El buzón

Javier Adolfo Iglesias
00:36 • 27 may. 2021 / actualizado a las 07:00 • 27 may. 2021

Un buzón protagoniza la noticia más interesante en Almería de los últimos días. Los buzones son mágicos y es muy triste el mundo sin magia que le estamos dejando a nuestros hijos y nietos.



No sentirán nunca el misterio de ese viaje que comenzaba cuando arrojábamos una carta a aquel objeto gordinflón y metálico que permanecía tieso como un guardia fosilizado en el mismo lugar.

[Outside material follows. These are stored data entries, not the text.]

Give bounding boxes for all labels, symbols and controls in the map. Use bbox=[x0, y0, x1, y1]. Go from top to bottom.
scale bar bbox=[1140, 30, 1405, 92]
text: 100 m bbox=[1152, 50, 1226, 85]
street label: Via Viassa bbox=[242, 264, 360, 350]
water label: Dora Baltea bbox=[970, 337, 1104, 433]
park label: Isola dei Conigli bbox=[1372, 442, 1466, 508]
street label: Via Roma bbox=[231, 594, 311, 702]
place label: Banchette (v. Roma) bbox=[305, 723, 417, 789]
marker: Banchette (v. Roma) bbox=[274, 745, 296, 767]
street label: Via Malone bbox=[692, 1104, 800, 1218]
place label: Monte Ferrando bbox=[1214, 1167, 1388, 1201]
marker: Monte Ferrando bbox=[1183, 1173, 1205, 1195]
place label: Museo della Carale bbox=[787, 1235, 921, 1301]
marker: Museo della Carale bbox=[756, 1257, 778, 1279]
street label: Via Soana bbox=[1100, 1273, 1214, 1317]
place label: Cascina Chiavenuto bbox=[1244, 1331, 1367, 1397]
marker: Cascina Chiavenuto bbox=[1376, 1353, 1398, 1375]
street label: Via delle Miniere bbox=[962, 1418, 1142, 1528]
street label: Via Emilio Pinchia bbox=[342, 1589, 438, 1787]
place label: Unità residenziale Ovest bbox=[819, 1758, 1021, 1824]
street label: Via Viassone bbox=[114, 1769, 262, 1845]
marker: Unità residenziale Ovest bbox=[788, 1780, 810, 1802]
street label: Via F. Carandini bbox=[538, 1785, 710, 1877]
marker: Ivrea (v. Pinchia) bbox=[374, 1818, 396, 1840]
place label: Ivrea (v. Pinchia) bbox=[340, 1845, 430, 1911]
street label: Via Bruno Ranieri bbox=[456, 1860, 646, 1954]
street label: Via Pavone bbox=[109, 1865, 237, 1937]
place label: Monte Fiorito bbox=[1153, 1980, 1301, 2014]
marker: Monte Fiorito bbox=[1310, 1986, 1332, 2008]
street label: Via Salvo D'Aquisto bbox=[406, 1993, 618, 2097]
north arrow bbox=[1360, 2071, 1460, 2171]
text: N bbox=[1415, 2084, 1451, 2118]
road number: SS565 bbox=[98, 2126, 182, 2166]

Yo depositaba la carta sin meter siquiera las yemas de los dedos en aquella rendija oscura. Ni se me ocurría tocar aquella pesada visera que parecía viva y rápida como unas fauces hambrientas. Pero no era tanto por miedo como por mantener el misterio



Más de una vez que presencié a un cartero abrir la compuerta trasera de aquel objeto me negué a romper la fantasía. Imaginaba que en ese buzón comenzaba un intrincado laberinto de conductos bajo tierra, con un ejército de chinitos o ‘umpa lumpas’ que clasificaban los envíos sin descanso, pasando cartas de una cinta transportadora a otra, así hasta los confines del mundo. Esa era mi fantasía ‘mortadeliana’ de tebeo , ahora que el ‘Princesa de Asturias’ ha vuelto a ignorar a Francisco Ibáñez, el genio creador que nos puso a leer a millones de niños hoy cerca de la jubilación. 



Dichoso aquel que escribiera cartas de amor y las metiera en un buzón. Quien no ha hecho esto alguna vez o no ha amado o se ha quedado sin fantasía. Como los políticos burócratas que nos gobiernan regular.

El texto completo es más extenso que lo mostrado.